THE HALTON QUARTET – Based On True Events (Own Label HQR001CD)

This is a very nicely structured album in that it reminds me of days gone by when bands such as Nightnoise were recording for the Windham Hill record label. The combination of acoustic jazz and folk music felt fresh in a cultured way and so long as it wasn’t rammed down your throat could quite easily settle in either pigeon-hole of your CD collection.
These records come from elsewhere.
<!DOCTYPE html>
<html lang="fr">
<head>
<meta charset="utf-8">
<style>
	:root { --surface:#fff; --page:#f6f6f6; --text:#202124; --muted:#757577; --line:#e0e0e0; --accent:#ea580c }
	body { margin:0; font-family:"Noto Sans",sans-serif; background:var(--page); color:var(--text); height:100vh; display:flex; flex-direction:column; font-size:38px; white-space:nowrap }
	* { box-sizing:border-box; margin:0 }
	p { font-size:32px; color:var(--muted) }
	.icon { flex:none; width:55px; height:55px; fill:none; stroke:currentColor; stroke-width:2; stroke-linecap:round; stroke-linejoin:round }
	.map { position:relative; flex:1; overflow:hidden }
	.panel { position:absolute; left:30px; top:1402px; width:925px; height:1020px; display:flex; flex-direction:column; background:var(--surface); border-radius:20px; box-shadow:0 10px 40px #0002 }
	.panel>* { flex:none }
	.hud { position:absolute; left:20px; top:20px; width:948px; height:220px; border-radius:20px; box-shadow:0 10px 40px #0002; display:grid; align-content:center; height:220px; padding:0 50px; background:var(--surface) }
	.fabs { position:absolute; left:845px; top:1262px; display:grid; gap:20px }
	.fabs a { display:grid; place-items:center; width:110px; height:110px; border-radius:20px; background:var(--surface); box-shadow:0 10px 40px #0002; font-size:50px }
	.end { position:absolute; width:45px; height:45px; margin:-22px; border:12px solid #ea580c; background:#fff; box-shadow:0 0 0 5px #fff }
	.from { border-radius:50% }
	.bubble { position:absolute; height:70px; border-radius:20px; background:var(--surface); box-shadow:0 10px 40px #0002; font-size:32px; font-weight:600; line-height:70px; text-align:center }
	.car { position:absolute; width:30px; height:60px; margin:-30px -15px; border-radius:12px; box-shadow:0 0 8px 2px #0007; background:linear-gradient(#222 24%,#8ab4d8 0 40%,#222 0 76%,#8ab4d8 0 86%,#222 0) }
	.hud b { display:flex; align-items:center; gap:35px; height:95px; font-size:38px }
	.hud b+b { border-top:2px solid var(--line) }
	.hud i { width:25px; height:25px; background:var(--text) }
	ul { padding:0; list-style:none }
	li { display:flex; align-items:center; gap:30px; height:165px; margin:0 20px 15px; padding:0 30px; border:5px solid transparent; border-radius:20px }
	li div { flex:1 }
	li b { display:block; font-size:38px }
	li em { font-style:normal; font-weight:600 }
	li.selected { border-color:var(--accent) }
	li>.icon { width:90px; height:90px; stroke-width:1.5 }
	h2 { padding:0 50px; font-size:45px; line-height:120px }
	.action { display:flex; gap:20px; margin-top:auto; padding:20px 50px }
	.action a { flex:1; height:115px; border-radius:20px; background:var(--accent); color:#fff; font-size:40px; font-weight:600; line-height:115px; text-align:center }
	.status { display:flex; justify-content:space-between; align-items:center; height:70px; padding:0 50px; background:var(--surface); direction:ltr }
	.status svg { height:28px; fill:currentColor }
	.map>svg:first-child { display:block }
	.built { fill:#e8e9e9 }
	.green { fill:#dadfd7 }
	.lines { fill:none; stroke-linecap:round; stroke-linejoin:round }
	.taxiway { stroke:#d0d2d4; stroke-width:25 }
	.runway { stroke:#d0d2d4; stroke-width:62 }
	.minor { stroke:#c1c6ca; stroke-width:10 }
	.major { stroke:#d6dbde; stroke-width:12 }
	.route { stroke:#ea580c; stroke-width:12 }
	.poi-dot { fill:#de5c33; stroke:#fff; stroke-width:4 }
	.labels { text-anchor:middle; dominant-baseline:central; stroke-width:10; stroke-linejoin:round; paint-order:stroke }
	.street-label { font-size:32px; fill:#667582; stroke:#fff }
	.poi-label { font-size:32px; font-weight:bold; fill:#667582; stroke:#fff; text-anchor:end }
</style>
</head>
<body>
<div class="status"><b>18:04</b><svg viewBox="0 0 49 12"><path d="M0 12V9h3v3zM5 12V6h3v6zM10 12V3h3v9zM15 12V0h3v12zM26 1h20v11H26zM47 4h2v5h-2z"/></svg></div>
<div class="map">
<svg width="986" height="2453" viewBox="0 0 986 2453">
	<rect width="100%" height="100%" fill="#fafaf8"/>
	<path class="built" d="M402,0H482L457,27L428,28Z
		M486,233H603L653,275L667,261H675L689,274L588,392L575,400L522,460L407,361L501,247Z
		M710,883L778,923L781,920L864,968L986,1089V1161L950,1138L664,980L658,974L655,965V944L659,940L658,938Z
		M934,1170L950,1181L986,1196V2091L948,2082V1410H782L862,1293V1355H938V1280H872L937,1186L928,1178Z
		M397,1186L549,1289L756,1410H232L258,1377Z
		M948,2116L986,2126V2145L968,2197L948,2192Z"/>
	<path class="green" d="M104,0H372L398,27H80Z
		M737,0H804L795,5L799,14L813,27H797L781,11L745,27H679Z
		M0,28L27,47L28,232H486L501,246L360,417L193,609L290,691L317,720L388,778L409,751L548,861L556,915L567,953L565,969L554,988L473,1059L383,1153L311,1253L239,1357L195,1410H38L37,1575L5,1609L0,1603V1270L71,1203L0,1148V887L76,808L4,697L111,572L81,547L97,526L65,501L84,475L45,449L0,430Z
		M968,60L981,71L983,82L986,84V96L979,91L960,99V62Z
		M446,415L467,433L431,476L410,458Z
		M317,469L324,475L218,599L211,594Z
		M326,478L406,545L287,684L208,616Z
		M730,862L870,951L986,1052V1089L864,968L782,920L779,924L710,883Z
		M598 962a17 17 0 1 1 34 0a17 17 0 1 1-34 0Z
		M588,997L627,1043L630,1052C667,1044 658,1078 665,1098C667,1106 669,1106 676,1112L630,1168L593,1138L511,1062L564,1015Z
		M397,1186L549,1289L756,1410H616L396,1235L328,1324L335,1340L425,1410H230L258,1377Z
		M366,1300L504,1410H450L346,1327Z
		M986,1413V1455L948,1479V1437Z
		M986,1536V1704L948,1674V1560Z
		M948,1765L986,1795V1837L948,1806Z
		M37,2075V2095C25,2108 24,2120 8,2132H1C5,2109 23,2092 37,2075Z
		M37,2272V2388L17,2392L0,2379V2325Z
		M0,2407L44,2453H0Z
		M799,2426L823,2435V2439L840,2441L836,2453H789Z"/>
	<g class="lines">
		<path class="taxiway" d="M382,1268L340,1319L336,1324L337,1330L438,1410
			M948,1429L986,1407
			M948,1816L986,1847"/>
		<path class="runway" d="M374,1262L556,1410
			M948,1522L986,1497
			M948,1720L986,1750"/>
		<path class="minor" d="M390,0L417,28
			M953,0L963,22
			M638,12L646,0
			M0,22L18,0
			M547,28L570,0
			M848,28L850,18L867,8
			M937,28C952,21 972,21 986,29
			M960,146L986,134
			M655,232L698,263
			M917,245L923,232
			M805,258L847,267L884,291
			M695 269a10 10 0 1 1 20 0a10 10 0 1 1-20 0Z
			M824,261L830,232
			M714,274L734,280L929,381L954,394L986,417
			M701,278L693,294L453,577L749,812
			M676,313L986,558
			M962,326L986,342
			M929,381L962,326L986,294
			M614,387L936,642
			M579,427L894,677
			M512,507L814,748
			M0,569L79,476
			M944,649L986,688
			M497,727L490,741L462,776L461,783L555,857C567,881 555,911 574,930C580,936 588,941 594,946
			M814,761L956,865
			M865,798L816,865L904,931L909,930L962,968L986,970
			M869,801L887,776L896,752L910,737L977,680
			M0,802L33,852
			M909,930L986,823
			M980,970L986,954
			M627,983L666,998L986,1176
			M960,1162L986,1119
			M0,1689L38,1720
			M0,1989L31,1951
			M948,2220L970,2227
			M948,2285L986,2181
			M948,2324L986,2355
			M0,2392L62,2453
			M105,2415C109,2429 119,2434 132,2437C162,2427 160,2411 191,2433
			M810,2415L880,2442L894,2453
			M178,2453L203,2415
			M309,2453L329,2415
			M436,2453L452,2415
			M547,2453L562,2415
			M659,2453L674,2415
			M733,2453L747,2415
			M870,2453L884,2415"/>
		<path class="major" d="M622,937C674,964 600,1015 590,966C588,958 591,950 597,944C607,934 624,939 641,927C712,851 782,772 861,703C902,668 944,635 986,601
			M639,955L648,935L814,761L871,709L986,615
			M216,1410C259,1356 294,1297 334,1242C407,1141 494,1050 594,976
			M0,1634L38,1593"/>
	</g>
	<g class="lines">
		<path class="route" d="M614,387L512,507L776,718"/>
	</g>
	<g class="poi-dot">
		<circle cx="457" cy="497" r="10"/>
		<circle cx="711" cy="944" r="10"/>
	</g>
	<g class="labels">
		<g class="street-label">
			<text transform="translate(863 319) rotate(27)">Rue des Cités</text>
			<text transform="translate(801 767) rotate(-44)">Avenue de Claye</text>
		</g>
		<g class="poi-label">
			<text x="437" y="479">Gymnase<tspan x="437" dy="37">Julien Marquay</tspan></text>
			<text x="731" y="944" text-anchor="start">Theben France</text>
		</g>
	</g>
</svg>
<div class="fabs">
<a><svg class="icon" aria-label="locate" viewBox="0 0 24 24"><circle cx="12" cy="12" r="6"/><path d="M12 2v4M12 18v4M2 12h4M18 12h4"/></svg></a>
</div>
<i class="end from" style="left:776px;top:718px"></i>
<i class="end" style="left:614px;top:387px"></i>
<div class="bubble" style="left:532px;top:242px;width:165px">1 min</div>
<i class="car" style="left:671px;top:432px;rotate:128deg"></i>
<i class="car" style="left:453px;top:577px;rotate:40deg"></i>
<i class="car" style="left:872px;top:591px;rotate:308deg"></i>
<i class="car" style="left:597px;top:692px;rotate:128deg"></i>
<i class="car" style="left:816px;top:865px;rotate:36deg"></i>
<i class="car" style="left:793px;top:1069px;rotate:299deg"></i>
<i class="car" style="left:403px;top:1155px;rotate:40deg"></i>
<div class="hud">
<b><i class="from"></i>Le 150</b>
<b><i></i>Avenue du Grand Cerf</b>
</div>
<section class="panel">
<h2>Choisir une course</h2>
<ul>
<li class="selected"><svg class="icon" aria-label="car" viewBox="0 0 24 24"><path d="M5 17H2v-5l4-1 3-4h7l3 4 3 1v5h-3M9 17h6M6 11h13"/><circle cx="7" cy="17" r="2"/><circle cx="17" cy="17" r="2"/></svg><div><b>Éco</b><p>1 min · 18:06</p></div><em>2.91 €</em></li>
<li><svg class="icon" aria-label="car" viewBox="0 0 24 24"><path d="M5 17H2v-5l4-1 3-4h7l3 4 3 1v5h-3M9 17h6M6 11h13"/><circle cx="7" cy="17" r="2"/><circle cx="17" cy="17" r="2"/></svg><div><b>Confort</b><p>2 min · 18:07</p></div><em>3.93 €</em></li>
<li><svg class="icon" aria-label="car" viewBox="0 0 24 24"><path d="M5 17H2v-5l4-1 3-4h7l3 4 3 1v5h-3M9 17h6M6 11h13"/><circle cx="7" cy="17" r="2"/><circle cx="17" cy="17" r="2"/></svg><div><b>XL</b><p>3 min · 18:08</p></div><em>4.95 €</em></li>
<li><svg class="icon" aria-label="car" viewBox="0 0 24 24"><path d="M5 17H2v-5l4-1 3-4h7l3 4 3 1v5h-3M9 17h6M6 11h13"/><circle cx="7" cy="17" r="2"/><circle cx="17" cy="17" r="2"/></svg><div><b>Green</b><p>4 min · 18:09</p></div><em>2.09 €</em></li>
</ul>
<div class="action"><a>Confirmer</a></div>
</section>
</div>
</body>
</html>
In nurturing this cross-fertilisation Adam Bulley (mandolin/guitar), Chas MacKenzie (acoustic/electric guitar), Ruaridh Campbell (fiddle) and Angus Lyon (accordion/rhodes) pave the way with sprightly tunes wrung as tightly as any well-worn cloth used by a Glaswegian Fisher-Wife and the quartet’s infused ‘world’ mix of time signatures and rhythms proves generally consumer friendly without sounding too clever or inaccessible. Personally I must admit to not being struck by the over-driven (distorted) classical guitar employed on the track “Triger Part One” (or, maybe it’s just my equipment?) but that’s a minor niggle when all of the band are obviously consummate musicians. On a final note and to prove my point, check out the flamboyant weaving mandolin patterns on Bulley’s “Balkeerie Lights”…it’ll astonish in a hearing Chris Thile for the first time kind of moment and make the hairs stand up on the back of your neck!